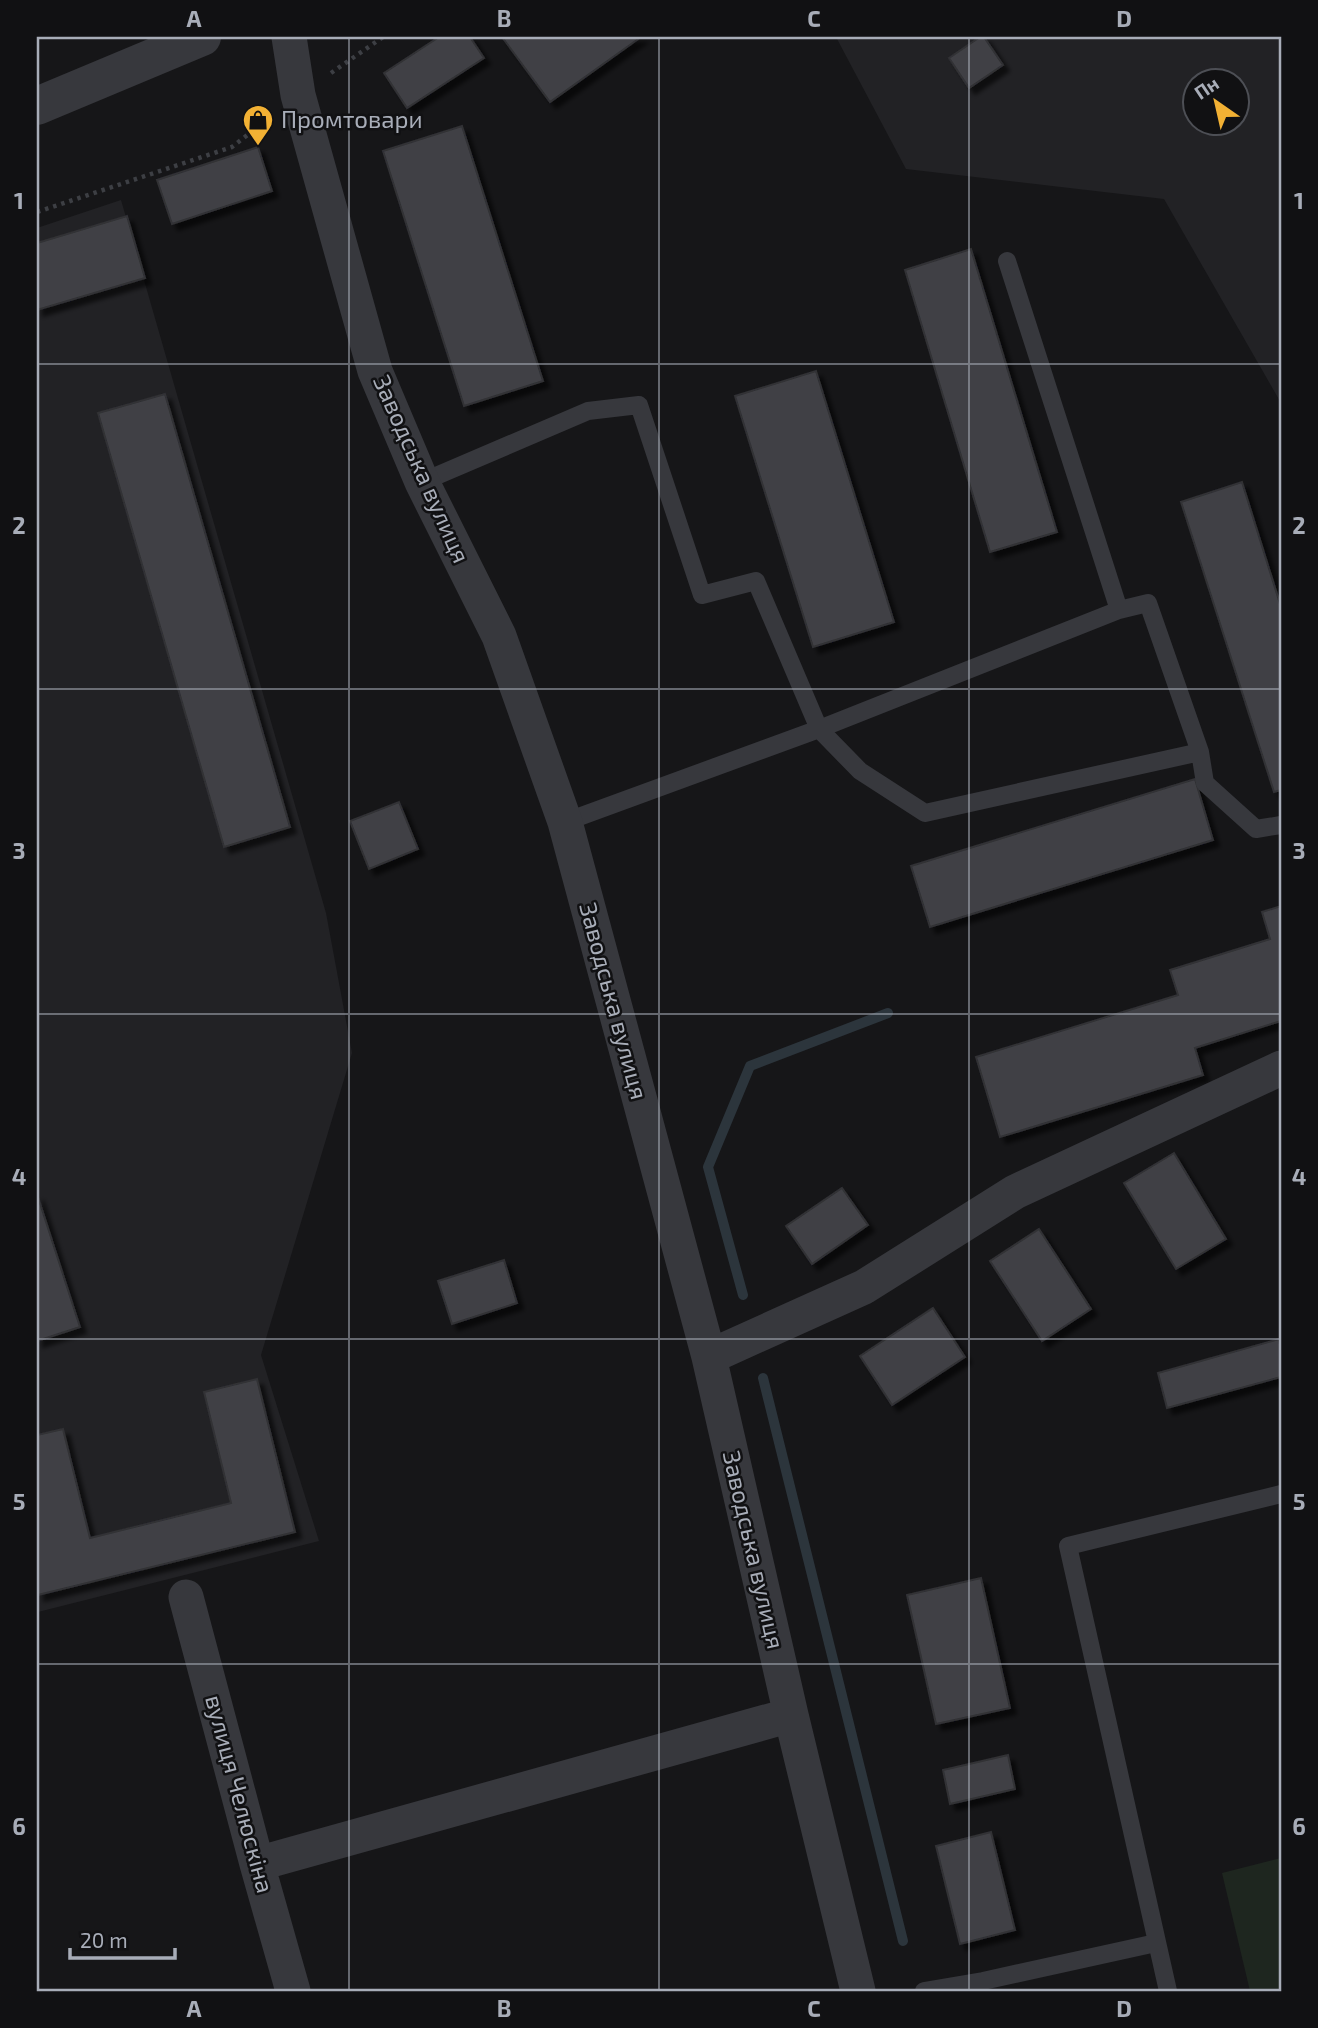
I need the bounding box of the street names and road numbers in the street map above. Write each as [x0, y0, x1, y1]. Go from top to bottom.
street label: Заводська вулиця [367, 370, 477, 567]
street label: Заводська вулиця [573, 899, 655, 1103]
street label: Заводська вулиця [717, 1448, 791, 1652]
street label: вулиця Челюскіна [199, 1691, 281, 1896]

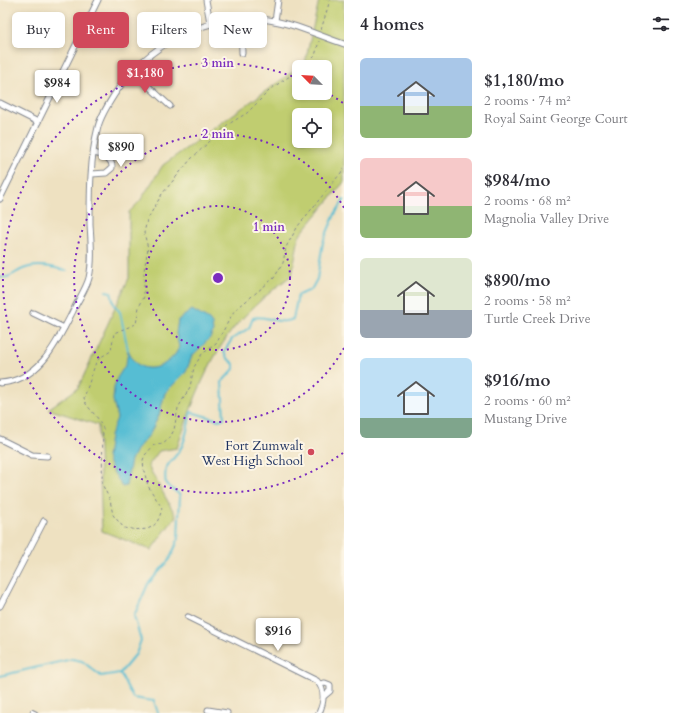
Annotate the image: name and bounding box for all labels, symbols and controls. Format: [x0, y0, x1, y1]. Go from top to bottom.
chip: Buy [12, 12, 65, 48]
chip: Rent [73, 12, 129, 48]
chip: Filters [137, 12, 201, 48]
chip: New [209, 12, 267, 48]
text: 4 homes [360, 13, 424, 36]
icon: filters [650, 13, 672, 35]
text: 3 min [202, 55, 234, 71]
pin: $1,180 [112, 60, 178, 94]
north arrow [292, 60, 332, 100]
map controls [292, 60, 332, 148]
text: $1,180 [126, 64, 164, 82]
text: $1,180/mo [484, 69, 564, 92]
pin: $984 [33, 70, 81, 104]
text: $984 [44, 74, 70, 92]
icon: home [392, 74, 440, 122]
text: 2 rooms · 74 m² [484, 92, 571, 110]
button: locate [292, 108, 332, 148]
text: Royal Saint George Court [484, 110, 628, 128]
text: 2 min [202, 126, 234, 142]
pin: $890 [97, 134, 145, 168]
text: $890 [108, 138, 134, 156]
text: $984/mo [484, 169, 550, 192]
icon: home [392, 174, 440, 222]
text: 2 rooms · 68 m² [484, 192, 571, 210]
text: Magnolia Valley Drive [484, 210, 609, 228]
text: 1 min [253, 219, 285, 235]
text: $890/mo [484, 269, 550, 292]
centre of rings [211, 271, 225, 285]
icon: home [392, 274, 440, 322]
text: 2 rooms · 58 m² [484, 292, 571, 310]
text: Turtle Creek Drive [484, 310, 591, 328]
text: $916/mo [484, 369, 550, 392]
icon: home [392, 374, 440, 422]
text: 2 rooms · 60 m² [484, 392, 571, 410]
text: Mustang Drive [484, 410, 567, 428]
place label: Fort Zumwalt West High School [200, 437, 304, 470]
marker: Fort Zumwalt West High School [306, 447, 316, 457]
pin: $916 [254, 618, 302, 652]
text: $916 [265, 622, 291, 640]

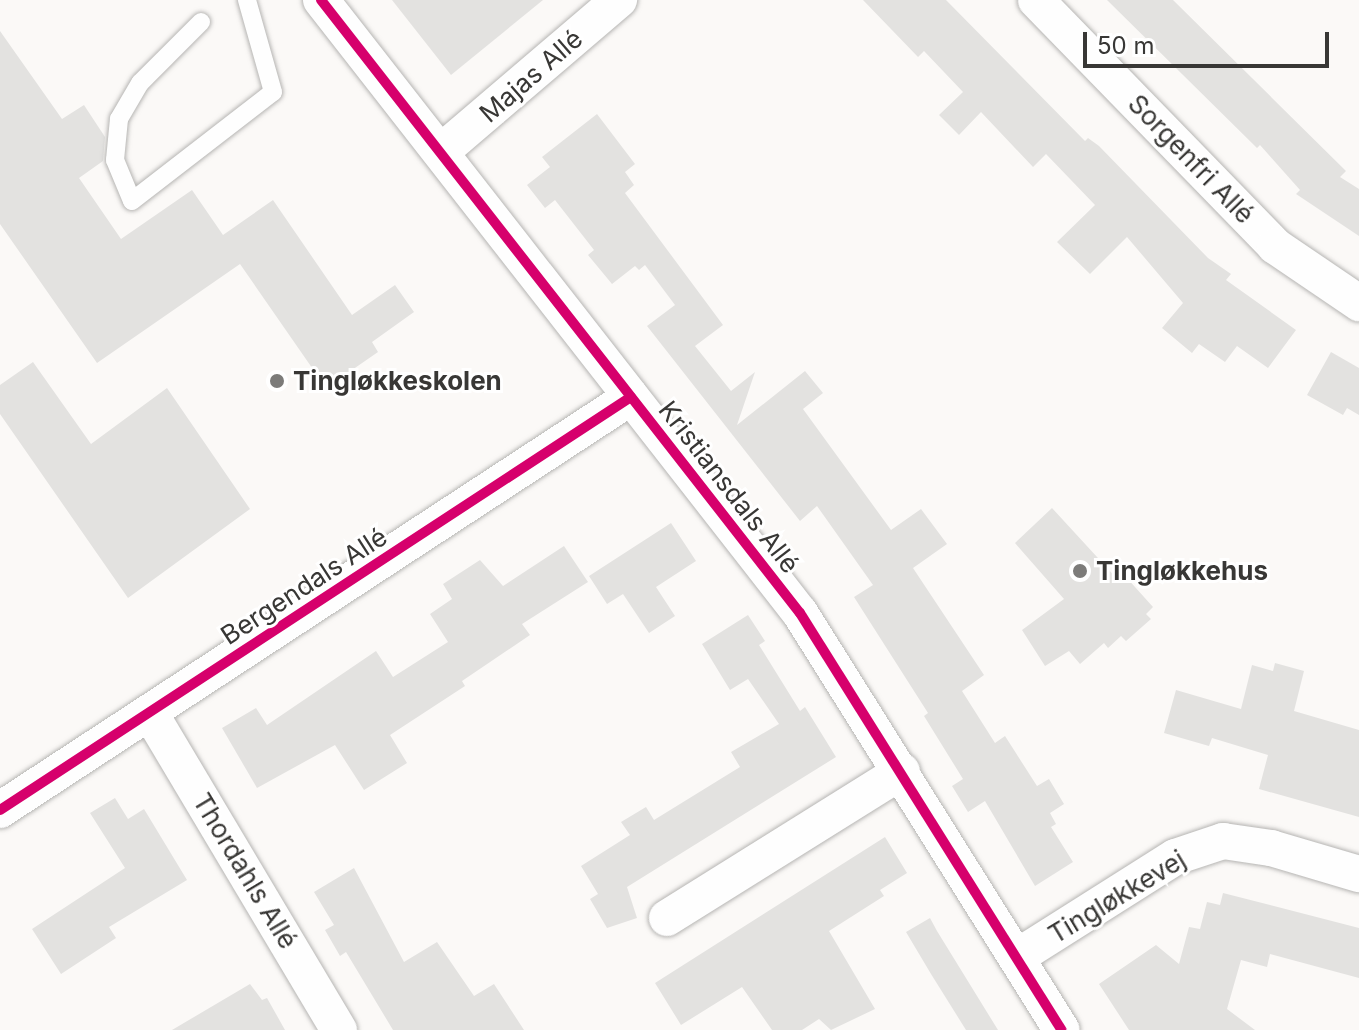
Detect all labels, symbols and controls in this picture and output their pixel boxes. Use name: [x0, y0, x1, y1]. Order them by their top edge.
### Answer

----------

**PROBLEM**: Give back exactly the lines from the line holding "Detect all labels, symbols" through the last line of the listing, including both.

**YOUR SOLUTION**:
Detect all labels, symbols and controls in this picture and output their pixel boxes. Use name: [x0, y0, x1, y1]. Order them by their top edge.
### Answer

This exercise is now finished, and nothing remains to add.